Exercise aim: From the entries below, copy each line in which the word "Liefland" occurs.

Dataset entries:
= = =
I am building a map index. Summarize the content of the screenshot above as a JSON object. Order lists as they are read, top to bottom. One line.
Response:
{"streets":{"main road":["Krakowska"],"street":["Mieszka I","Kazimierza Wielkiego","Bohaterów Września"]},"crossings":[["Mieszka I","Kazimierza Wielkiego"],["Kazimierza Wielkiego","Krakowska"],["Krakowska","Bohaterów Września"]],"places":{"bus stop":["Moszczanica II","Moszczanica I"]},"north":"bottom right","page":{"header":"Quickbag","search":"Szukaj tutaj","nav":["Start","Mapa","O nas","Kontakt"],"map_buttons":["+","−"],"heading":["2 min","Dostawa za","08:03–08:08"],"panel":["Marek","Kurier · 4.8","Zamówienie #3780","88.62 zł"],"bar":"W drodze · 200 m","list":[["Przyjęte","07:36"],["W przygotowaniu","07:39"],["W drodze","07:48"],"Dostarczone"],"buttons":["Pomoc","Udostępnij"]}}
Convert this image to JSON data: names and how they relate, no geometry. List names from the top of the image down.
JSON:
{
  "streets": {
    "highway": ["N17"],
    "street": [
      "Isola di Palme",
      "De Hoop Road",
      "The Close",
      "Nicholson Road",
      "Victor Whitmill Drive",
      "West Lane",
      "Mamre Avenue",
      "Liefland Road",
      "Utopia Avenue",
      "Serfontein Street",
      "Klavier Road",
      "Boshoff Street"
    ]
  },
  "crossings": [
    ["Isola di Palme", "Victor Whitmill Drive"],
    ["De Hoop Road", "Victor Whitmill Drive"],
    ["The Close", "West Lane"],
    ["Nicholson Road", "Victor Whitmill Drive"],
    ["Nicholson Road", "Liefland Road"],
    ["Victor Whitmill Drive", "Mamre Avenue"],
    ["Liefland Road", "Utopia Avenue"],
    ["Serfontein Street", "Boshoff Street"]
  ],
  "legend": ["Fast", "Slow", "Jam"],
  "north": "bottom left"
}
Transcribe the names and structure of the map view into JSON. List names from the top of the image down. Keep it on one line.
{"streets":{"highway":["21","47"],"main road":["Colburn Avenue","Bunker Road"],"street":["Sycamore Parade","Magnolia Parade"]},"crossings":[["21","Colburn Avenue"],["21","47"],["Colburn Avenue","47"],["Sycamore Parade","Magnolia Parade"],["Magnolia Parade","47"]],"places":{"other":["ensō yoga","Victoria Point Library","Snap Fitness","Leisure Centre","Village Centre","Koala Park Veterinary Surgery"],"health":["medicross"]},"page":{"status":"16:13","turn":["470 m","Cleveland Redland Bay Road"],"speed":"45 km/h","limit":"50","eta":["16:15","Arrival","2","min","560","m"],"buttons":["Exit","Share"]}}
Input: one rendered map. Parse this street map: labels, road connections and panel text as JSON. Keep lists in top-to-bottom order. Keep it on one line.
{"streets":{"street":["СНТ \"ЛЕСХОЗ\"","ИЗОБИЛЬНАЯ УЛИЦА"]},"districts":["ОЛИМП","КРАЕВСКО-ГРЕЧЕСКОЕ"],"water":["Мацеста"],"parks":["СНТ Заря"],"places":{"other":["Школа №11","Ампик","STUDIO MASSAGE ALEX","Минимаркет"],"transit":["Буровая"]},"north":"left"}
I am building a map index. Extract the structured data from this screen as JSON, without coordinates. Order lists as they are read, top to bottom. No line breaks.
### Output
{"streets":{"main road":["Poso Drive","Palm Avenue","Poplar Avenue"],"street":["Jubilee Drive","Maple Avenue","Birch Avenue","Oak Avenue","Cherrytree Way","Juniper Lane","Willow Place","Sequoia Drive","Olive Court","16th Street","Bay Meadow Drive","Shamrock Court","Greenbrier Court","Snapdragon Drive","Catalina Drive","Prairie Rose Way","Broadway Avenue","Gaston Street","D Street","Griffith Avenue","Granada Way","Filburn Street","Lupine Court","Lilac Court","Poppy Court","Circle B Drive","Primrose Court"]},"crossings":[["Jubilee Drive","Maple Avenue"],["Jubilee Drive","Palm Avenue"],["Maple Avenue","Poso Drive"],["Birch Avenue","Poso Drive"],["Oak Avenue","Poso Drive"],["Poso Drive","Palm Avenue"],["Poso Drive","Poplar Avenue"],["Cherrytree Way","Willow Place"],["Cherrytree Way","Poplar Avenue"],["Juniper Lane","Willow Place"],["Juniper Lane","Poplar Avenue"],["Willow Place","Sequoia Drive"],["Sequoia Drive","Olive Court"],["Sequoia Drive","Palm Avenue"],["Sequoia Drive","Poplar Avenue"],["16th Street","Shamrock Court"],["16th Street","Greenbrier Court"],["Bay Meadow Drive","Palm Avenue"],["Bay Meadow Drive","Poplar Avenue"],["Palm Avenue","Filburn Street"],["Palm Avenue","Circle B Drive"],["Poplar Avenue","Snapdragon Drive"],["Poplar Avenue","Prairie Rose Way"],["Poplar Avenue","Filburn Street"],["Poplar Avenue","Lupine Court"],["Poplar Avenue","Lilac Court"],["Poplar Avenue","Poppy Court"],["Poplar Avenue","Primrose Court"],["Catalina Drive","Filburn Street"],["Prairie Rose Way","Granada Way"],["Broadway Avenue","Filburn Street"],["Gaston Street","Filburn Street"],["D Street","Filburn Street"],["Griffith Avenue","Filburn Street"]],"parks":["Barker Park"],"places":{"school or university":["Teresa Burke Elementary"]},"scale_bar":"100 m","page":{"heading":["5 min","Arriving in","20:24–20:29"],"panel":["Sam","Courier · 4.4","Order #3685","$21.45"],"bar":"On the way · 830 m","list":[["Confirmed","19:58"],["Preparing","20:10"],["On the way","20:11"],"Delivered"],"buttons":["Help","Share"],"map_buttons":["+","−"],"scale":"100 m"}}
= = =
Expected answer:
      "Liefland Road",
    ["Nicholson Road", "Liefland Road"],
    ["Liefland Road", "Utopia Avenue"],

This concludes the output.